# [Exercise goal]
A complete answer lists every line of the material where the string "rows" occurs.
Given data Start Marker
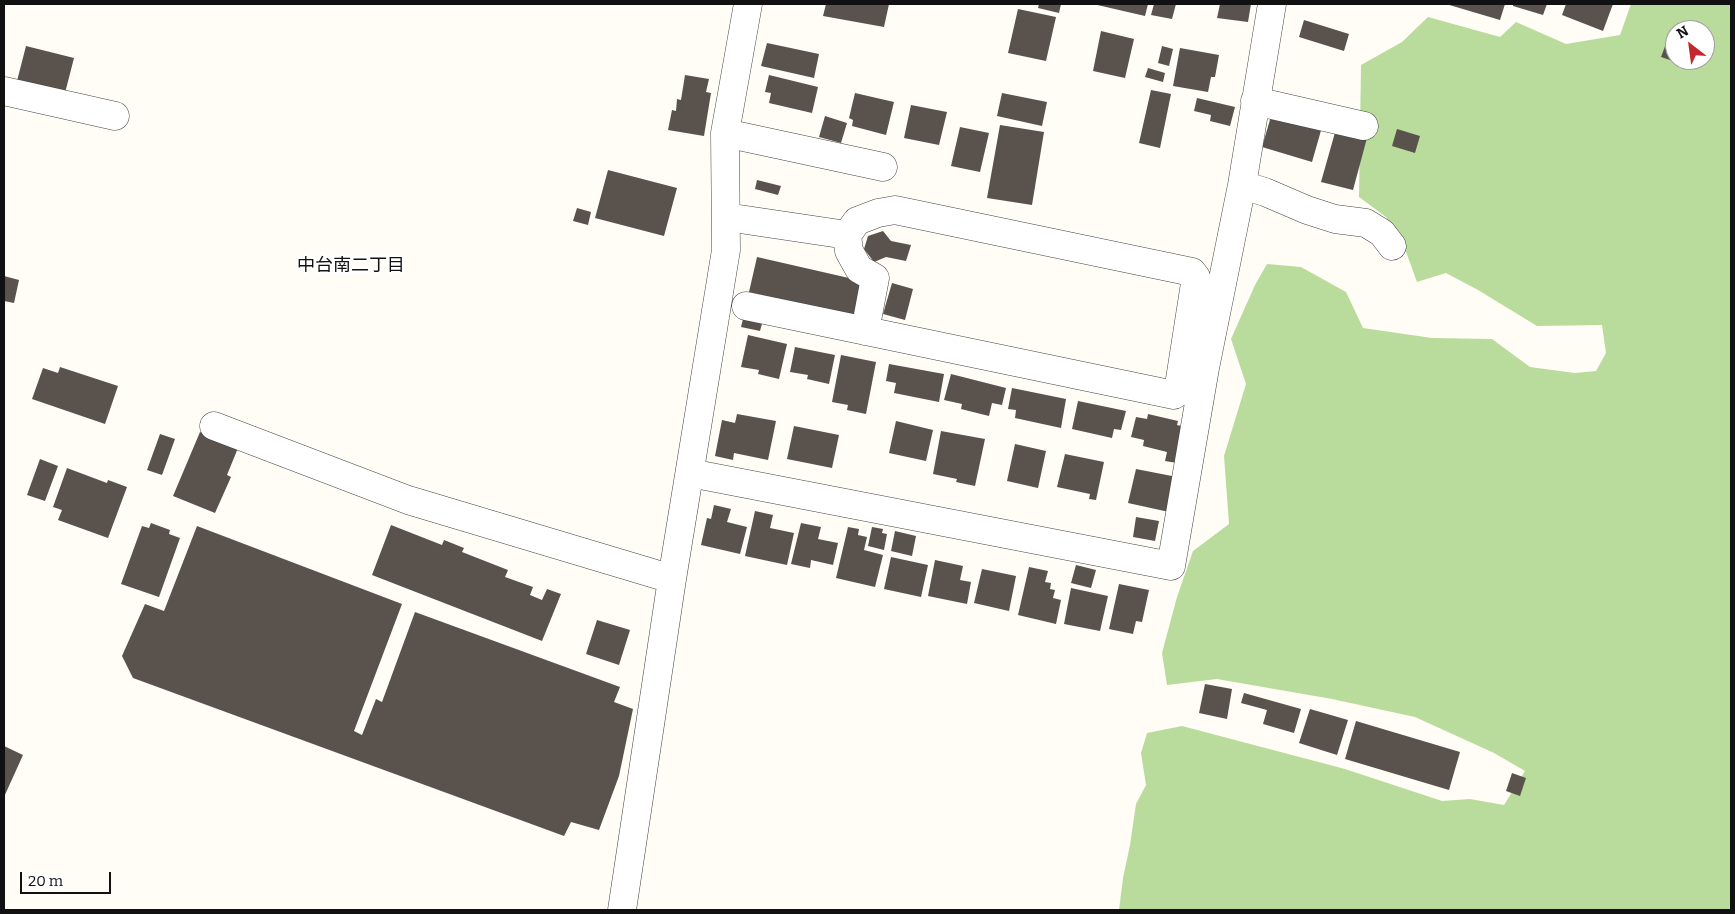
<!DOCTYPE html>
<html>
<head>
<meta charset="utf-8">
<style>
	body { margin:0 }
	#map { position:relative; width:1735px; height:914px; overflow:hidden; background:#fffdf5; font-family:Bitter,serif }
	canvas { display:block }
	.frame { position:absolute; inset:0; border:5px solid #111; pointer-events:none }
	.north { position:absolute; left:1665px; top:20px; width:50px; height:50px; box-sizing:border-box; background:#fff; border:1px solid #a0a0a0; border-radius:50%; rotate:330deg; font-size:14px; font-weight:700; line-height:20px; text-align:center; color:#111 }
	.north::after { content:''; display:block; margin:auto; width:18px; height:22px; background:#c4262e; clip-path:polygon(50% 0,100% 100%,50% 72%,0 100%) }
	.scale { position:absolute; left:20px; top:872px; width:91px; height:22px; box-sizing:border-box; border:2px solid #111; border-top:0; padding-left:6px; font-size:15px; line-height:18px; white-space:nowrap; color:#111; -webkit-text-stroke:4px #fff; paint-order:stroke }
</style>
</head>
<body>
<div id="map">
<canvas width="1735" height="914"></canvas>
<div class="frame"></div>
<div class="north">N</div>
<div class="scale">20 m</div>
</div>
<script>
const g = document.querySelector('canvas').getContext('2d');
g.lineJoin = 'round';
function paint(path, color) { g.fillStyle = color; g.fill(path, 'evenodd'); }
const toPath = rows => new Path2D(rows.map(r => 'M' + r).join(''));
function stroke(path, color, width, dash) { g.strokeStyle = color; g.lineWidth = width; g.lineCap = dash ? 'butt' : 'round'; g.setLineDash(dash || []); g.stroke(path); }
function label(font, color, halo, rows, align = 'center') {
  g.font = font + ' Bitter,"Noto Sans JP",serif'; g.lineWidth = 5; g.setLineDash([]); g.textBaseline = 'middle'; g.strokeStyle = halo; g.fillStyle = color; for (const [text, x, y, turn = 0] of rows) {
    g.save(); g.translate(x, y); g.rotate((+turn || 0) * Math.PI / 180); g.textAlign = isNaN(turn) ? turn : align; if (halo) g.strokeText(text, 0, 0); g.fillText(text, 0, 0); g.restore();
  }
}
paint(toPath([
	[1631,4,1731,4,1731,910,1119,910,1123,878,1130,845,1136,804,1146,785,1141,753,1147,733,1182,726,1345,769,1442,801,1470,799,1504,805,1525,771,1494,753,1415,717,1332,699,1217,679,1167,685,1162,653,1177,597,1193,551,1229,524,1224,456,1246,384,1231,339,1255,285,1267,264,1301,267,1346,292,1363,328,1432,338,1492,339,1530,367,1575,373,1596,371,1606,353,1602,325,1537,326,1478,290,1446,273,1417,282,1405,249,1386,217,1359,197,1361,65,1402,42,1428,17,1500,37,1516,22,1566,44,1620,35],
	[1675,30,1705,30,1705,60,1675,60]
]), '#b9dc9c');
paint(toPath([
	[826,4,889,4,884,27,823,16],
	[1039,4,1061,4,1059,13,1038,8],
	[1093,4,1148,4,1145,16],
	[1154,4,1176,4,1172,19,1151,15],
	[1220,4,1251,4,1248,22,1217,18],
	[1446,4,1505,4,1500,20],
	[1513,4,1547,4,1543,15,1513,6],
	[1566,4,1613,4,1603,31,1562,15],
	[1018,9,1056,17,1046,61,1008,53],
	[1304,20,1349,34,1344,51,1299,37],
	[1101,31,1134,39,1125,78,1093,71],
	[1670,33,1675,35,1675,60,1690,60,1688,66,1661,57],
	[767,43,819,54,814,78,761,66],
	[26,46,74,58,65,93,17,81],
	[1162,46,1173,49,1169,66,1158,63],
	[1180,48,1219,55,1215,77,1211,77,1208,92,1173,86],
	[1148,68,1165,73,1163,82,1145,77],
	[685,75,709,79,706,92,711,93,704,136,668,130,672,110,676,111,677,99,681,100],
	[769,75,818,87,812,113,769,103,771,93,765,92],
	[1151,90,1171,94,1160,148,1139,143],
	[855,93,894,102,886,135,852,126,853,120,849,118],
	[1002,93,1047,102,1042,126,997,116],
	[1197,98,1235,107,1230,126,1210,121,1211,115,1194,111],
	[911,105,947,112,939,145,904,138],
	[1272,113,1322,127,1312,162,1262,147],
	[825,116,847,123,841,143,819,137],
	[1000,125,1044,132,1032,205,987,198],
	[960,127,989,133,980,172,951,166],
	[1336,129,1367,138,1353,190,1321,182],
	[1397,129,1420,136,1415,153,1392,146],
	[608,170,677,188,664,236,595,218],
	[757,180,781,186,778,195,755,189],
	[577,208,591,212,588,225,573,221],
	[883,231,891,241,911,245,906,261,886,257,874,262,864,249,868,236],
	[757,257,862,281,854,316,749,292],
	[4,276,19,280,14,303,4,301],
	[892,283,913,289,905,320,883,314],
	[744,315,763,320,760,331,741,327],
	[748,335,787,344,779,379,758,374,759,370,741,367],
	[795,347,835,355,829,384,807,379,808,375,790,372],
	[841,355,876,362,866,414,847,410,848,405,832,402],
	[889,364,944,374,939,402,894,393,896,383,886,381],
	[60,367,118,386,105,424,32,399,43,368,58,373],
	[951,374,1006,388,1002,405,992,403,989,416,961,409,962,404,944,400],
	[1012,388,1066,399,1061,428,1015,418,1016,410,1008,409],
	[1078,401,1126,411,1121,430,1114,429,1112,438,1072,429],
	[737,414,776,421,768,460,734,453,733,460,715,456,722,420,735,423],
	[1148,414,1178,421,1177,425,1185,427,1177,463,1165,461,1167,452,1143,446,1144,440,1131,437,1136,417,1147,419],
	[896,421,933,430,926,461,889,453],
	[794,426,839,435,832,468,787,459],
	[941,431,985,439,975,486,956,482,957,479,933,474],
	[200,432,238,448,227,475,231,477,215,513,173,496],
	[160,434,175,439,162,475,147,470],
	[1015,444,1046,451,1038,488,1007,481],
	[1065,454,1104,462,1096,500,1089,499,1090,494,1057,487],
	[40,459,58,466,45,501,27,495],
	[67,468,107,483,108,480,127,487,108,538,58,520,62,510,53,507],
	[1136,469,1177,477,1169,512,1128,503],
	[714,505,731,509,727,522,747,527,740,554,701,545,707,518,711,519],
	[755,511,773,515,770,528,794,533,787,565,745,556],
	[1136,517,1159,521,1155,541,1133,537],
	[151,523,170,530,169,534,180,538,159,597,121,584,142,526,149,528],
	[801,523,821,527,818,539,838,543,833,565,811,560,810,568,791,564],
	[391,525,442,545,444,540,464,548,462,552,508,570,505,577,533,587,530,595,542,600,547,589,561,594,542,641,372,575],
	[197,526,402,604,354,731,362,735,376,699,382,702,415,612,620,687,614,702,633,709,619,776,599,830,571,822,564,836,133,678,122,656,145,604,164,611],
	[848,527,859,529,858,535,867,537,864,550,883,555,875,587,836,578],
	[872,527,883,529,882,533,887,534,884,550,868,546],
	[895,531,916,536,912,556,891,551],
	[891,557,928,565,921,597,884,589],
	[935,560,963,566,960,580,971,582,967,604,928,596],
	[1076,565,1096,570,1091,588,1071,583],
	[1029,567,1048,571,1045,582,1051,583,1050,589,1055,590,1053,598,1061,600,1056,624,1018,615],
	[982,569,1016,576,1009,611,974,603],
	[1119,584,1149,590,1142,622,1136,621,1133,634,1109,629],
	[1071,588,1108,596,1100,631,1064,624],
	[597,620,630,630,619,665,586,654],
	[1205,684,1232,689,1227,719,1199,713],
	[1244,693,1301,709,1294,733,1263,724,1267,710,1241,703],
	[1310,709,1348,720,1337,755,1299,743],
	[1356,721,1460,752,1449,790,1345,759],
	[4,746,23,755,4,797],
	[1512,773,1526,778,1520,796,1506,791]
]), '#5a524d');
const minor = toPath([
	[4,91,115,116],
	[1255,101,1364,126],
	[725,133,883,167],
	[1242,185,1265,192,1307,210,1335,219,1366,223,1382,233,1392,246],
	[726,217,847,235,857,221,878,213,895,210,1192,272,1196,277,1178,392,1174,395,746,306],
	[847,235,849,251,859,269,875,278,865,331],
	[214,426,408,500,672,579],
	[690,473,1171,566,1205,368,1242,185,1272,4],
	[622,910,672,579,726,250,725,133,748,4]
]);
stroke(minor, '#444', 29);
stroke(minor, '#fff', 28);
label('18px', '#111', '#fff', [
	["中台南二丁目",351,266]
]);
</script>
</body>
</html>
Given data End Marker
# [Answer section]
const toPath = rows => new Path2D(rows.map(r => 'M' + r).join(''));
function label(font, color, halo, rows, align = 'center') {
  g.font = font + ' Bitter,"Noto Sans JP",serif'; g.lineWidth = 5; g.setLineDash([]); g.textBaseline = 'middle'; g.strokeStyle = halo; g.fillStyle = color; for (const [text, x, y, turn = 0] of rows) {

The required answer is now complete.